- EXERCISE BRIEF
Using the entries that follow, state how many lines contain the word "controls". The response is that number and nothing more.

[Saved data entries]
++++++++
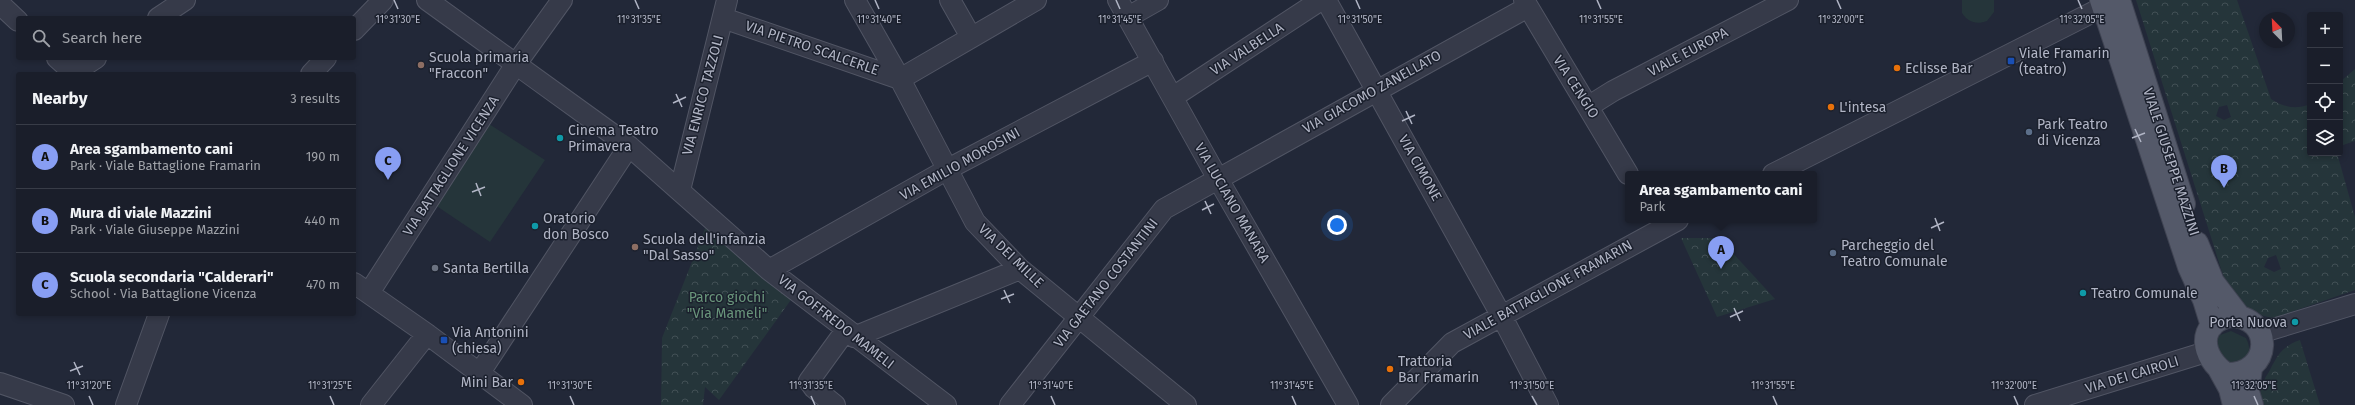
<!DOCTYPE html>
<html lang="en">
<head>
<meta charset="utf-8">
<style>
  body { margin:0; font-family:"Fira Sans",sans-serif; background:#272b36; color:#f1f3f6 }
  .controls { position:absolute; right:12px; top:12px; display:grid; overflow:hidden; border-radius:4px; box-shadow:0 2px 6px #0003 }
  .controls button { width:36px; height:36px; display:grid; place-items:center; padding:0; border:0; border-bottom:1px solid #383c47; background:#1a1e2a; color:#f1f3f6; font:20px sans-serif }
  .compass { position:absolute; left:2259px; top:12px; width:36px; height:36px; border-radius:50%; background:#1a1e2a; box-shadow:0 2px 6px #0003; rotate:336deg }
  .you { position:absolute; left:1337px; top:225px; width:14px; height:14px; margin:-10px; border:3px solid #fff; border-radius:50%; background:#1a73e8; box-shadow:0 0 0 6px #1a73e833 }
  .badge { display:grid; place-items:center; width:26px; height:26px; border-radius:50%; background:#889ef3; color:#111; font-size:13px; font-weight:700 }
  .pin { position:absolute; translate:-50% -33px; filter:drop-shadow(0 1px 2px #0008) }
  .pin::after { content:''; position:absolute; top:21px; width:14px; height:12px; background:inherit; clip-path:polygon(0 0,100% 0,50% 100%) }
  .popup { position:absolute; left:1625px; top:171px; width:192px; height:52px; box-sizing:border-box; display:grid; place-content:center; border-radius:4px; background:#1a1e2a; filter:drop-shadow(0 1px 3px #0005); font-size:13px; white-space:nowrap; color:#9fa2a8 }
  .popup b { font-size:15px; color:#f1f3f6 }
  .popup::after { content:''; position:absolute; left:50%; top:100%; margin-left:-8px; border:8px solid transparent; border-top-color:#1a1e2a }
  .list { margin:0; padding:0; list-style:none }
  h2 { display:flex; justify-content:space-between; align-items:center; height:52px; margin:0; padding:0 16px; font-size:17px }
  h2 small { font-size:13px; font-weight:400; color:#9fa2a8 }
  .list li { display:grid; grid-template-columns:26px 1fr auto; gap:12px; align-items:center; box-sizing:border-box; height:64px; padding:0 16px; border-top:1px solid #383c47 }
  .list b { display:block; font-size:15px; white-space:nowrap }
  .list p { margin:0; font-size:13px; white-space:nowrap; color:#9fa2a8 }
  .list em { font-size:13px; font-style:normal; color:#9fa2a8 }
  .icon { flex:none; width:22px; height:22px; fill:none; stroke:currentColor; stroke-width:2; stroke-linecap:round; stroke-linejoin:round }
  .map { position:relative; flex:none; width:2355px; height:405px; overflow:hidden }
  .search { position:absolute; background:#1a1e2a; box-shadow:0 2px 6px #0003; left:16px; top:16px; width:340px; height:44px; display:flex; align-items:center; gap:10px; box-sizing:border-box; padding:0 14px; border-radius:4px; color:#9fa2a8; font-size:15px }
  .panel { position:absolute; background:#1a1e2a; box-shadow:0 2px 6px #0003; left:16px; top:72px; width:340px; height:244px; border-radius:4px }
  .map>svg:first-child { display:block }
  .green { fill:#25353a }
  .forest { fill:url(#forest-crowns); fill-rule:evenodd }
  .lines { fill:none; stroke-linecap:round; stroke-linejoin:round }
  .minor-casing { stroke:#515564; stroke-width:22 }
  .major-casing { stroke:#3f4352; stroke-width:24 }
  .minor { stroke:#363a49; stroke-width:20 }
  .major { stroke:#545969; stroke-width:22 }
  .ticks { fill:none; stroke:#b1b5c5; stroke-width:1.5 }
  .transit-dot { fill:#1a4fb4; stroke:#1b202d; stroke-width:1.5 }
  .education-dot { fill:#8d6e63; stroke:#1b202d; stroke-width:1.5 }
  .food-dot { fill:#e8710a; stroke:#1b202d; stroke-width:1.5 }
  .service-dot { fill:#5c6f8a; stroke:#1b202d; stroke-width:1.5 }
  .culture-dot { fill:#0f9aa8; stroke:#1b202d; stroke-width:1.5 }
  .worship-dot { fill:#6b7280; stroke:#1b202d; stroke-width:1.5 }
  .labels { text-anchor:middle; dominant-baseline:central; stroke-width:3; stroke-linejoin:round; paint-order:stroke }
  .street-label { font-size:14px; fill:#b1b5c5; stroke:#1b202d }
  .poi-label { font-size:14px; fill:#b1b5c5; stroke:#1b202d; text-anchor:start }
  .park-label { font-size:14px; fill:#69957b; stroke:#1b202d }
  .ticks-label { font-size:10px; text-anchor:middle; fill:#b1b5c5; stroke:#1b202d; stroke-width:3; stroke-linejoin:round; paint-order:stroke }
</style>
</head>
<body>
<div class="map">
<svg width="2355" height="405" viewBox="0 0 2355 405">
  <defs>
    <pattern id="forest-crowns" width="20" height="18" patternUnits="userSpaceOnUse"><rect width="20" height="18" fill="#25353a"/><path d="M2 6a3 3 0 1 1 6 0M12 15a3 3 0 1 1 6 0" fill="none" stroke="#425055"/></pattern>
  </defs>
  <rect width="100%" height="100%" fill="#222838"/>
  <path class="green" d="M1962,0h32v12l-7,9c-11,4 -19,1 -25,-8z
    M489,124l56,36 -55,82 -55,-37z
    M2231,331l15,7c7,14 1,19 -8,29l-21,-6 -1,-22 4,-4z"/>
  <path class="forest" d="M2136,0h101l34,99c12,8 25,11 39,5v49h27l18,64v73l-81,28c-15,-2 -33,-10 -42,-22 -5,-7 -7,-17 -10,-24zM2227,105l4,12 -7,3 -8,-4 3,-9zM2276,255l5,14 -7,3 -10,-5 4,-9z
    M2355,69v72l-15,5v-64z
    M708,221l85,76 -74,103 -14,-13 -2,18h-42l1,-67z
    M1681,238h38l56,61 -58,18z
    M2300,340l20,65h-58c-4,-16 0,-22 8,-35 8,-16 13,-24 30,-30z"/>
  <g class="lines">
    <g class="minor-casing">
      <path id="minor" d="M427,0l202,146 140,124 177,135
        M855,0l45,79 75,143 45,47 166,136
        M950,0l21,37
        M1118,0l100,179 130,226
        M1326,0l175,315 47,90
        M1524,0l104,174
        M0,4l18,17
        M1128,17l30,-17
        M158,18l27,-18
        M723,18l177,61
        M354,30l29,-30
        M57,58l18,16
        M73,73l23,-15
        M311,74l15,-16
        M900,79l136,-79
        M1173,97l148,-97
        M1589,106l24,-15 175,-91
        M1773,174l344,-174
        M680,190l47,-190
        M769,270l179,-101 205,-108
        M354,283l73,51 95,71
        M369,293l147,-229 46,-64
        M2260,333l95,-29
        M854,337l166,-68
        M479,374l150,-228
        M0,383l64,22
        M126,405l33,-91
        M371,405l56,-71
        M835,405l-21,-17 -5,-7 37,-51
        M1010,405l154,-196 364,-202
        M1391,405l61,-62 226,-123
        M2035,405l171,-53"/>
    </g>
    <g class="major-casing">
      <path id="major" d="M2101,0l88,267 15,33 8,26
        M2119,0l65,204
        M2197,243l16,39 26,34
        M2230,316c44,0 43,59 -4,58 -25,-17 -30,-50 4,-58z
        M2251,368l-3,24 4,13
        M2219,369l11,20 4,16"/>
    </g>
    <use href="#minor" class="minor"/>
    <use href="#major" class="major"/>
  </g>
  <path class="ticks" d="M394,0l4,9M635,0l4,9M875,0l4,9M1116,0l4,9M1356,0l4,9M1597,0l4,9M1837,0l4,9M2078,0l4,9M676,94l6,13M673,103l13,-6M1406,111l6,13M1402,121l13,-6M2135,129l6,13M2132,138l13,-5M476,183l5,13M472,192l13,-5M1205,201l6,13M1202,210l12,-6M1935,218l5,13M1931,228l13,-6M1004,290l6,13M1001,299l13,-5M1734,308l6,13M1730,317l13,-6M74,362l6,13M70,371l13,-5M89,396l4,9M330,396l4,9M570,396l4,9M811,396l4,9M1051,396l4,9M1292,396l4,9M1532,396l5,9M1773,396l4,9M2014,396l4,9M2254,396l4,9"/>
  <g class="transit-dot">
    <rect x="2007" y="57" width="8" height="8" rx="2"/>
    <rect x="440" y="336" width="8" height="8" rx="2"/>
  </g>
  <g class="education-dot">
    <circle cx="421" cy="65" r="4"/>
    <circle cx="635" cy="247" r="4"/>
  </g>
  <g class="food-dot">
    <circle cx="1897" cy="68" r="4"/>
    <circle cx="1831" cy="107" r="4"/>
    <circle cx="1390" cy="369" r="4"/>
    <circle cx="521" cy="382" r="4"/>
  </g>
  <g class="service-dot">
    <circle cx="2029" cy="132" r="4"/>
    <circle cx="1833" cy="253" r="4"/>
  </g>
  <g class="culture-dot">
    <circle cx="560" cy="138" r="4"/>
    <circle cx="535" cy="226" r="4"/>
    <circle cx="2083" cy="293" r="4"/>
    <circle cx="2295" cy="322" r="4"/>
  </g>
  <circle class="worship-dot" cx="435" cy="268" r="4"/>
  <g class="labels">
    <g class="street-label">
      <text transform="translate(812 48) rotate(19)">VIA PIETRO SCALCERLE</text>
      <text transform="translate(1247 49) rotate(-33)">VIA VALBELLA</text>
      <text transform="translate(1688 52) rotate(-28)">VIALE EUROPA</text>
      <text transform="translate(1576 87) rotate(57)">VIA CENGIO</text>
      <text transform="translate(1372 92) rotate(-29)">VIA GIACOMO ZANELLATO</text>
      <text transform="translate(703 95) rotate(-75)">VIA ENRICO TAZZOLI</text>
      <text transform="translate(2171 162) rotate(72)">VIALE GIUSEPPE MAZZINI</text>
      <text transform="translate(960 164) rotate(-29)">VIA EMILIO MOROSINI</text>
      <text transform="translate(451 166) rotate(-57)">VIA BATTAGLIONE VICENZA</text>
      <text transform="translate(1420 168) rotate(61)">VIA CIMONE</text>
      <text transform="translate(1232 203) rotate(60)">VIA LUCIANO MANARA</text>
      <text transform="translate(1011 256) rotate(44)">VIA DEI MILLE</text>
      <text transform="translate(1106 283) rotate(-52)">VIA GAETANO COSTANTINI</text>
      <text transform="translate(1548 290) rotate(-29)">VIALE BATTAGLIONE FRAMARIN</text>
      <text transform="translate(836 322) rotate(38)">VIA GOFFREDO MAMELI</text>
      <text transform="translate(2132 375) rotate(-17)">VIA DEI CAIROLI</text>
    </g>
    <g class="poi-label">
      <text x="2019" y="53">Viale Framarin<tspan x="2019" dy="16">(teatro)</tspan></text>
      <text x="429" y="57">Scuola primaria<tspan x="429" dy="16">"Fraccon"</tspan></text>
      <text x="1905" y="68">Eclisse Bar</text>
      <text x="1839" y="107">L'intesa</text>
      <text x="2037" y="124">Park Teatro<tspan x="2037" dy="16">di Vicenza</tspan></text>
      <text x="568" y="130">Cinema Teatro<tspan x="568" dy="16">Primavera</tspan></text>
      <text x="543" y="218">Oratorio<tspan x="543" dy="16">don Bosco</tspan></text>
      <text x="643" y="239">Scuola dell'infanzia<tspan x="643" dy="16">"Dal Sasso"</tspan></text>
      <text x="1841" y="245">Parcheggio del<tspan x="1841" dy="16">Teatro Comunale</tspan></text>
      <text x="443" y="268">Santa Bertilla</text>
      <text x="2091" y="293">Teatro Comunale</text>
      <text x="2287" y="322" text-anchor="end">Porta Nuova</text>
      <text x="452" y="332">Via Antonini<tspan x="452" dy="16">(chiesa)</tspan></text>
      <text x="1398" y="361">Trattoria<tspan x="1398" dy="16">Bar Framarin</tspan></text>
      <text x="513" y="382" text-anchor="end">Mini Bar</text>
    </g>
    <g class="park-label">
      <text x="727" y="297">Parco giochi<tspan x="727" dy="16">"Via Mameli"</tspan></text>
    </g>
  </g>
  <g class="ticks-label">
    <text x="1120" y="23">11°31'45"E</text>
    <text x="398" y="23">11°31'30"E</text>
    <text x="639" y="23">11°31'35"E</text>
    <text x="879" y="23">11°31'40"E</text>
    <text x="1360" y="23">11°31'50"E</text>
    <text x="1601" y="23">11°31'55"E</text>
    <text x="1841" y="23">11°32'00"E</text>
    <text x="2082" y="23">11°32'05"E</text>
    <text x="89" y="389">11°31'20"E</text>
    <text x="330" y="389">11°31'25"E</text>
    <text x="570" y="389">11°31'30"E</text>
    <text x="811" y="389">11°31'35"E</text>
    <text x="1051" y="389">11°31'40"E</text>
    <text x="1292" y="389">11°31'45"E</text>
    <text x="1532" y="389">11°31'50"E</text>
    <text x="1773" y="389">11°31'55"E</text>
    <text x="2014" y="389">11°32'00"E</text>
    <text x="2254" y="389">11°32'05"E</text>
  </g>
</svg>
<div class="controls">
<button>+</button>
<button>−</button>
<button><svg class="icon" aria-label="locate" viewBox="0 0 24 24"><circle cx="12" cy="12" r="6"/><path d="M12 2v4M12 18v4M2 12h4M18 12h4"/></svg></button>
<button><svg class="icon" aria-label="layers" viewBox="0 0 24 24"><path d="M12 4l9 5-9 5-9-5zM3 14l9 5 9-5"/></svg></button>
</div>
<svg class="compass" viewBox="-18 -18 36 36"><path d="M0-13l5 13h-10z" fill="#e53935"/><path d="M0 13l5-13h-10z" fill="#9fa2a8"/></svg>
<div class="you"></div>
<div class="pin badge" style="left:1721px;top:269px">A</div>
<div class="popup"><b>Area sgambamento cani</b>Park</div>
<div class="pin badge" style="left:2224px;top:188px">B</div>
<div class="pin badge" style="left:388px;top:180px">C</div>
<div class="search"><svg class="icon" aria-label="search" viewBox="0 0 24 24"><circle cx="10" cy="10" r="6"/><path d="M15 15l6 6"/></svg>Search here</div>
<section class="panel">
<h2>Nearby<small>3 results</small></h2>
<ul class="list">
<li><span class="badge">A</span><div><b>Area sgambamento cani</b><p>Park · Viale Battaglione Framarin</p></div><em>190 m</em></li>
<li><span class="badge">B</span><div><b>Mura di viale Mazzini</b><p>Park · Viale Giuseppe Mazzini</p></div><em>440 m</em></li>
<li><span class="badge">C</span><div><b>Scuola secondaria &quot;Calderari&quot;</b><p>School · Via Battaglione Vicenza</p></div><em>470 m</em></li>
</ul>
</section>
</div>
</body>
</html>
++++++++
- YOUR SOLUTION
3